**INFORMATION GIVEN**

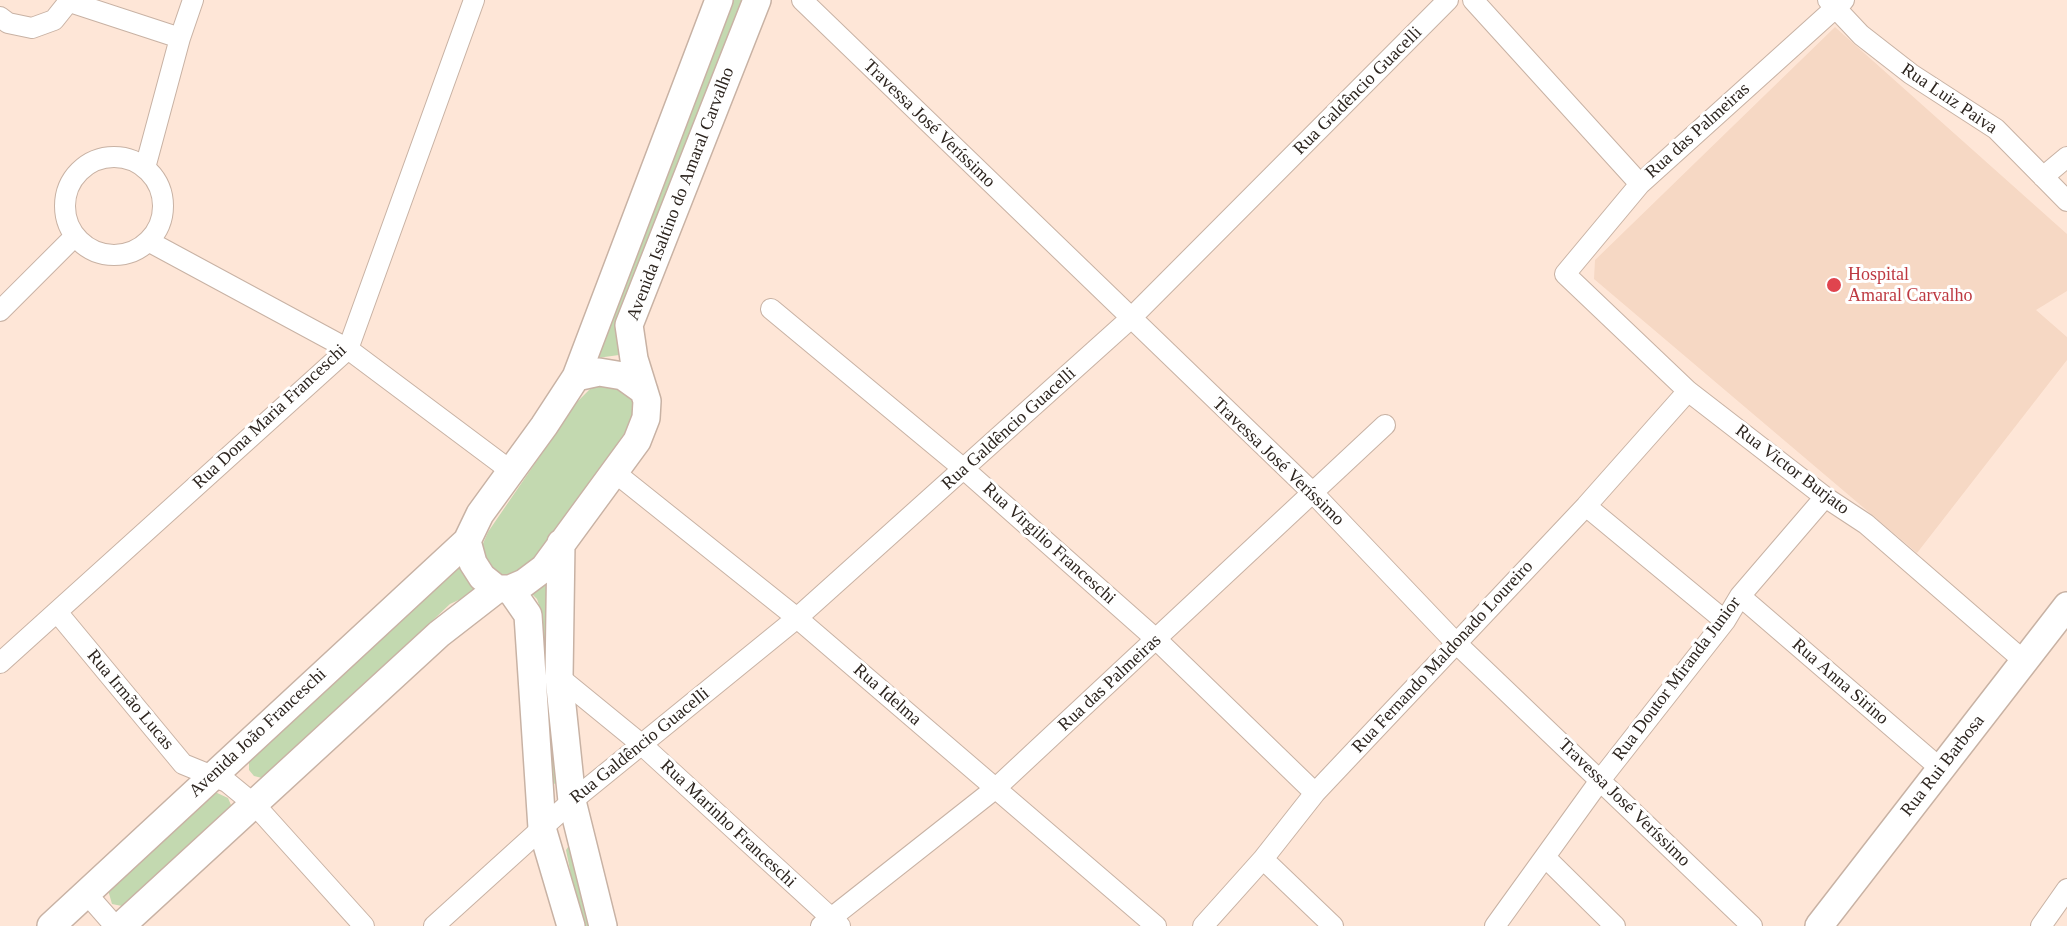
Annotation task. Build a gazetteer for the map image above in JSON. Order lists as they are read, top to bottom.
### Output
{
  "streets": {
    "main road": ["Avenida Isaltino do Amaral Carvalho", "Avenida João Franceschi", "Rua Rui Barbosa"],
    "street": [
      "Rua Galdêncio Guacelli",
      "Rua Luiz Paiva",
      "Travessa José Veríssimo",
      "Rua das Palmeiras",
      "Rua Dona Maria Franceschi",
      "Rua Victor Burjato",
      "Rua Virgilio Franceschi",
      "Rua Fernando Maldonado Loureiro",
      "Rua Doutor Miranda Junior",
      "Rua Anna Sirino",
      "Rua Idelma",
      "Rua Irmão Lucas",
      "Rua Marinho Franceschi"
    ]
  },
  "crossings": [
    ["Rua Galdêncio Guacelli", "Travessa José Veríssimo"],
    ["Rua Galdêncio Guacelli", "Rua Virgilio Franceschi"],
    ["Rua Galdêncio Guacelli", "Rua Idelma"],
    ["Rua Galdêncio Guacelli", "Rua Marinho Franceschi"],
    ["Rua Luiz Paiva", "Rua das Palmeiras"],
    ["Travessa José Veríssimo", "Rua das Palmeiras"],
    ["Travessa José Veríssimo", "Rua Fernando Maldonado Loureiro"],
    ["Travessa José Veríssimo", "Rua Doutor Miranda Junior"],
    ["Rua das Palmeiras", "Rua Victor Burjato"],
    ["Rua das Palmeiras", "Rua Virgilio Franceschi"],
    ["Rua das Palmeiras", "Rua Idelma"],
    ["Rua das Palmeiras", "Rua Marinho Franceschi"],
    ["Avenida Isaltino do Amaral Carvalho", "Rua Idelma"],
    ["Avenida Isaltino do Amaral Carvalho", "Avenida João Franceschi"],
    ["Rua Dona Maria Franceschi", "Rua Irmão Lucas"],
    ["Rua Victor Burjato", "Rua Fernando Maldonado Loureiro"],
    ["Rua Victor Burjato", "Rua Doutor Miranda Junior"],
    ["Rua Victor Burjato", "Rua Rui Barbosa"],
    ["Rua Virgilio Franceschi", "Rua Fernando Maldonado Loureiro"],
    ["Rua Doutor Miranda Junior", "Rua Anna Sirino"],
    ["Rua Anna Sirino", "Rua Rui Barbosa"],
    ["Rua Irmão Lucas", "Avenida João Franceschi"]
  ],
  "places": ["Hospital Amaral Carvalho"]
}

**ABOUT THIS TASK**
Above are the records; copy every line in them that holds the word "Galdêncio".

**TASK RESULT**
      "Rua Galdêncio Guacelli",
    ["Rua Galdêncio Guacelli", "Travessa José Veríssimo"],
    ["Rua Galdêncio Guacelli", "Rua Virgilio Franceschi"],
    ["Rua Galdêncio Guacelli", "Rua Idelma"],
    ["Rua Galdêncio Guacelli", "Rua Marinho Franceschi"],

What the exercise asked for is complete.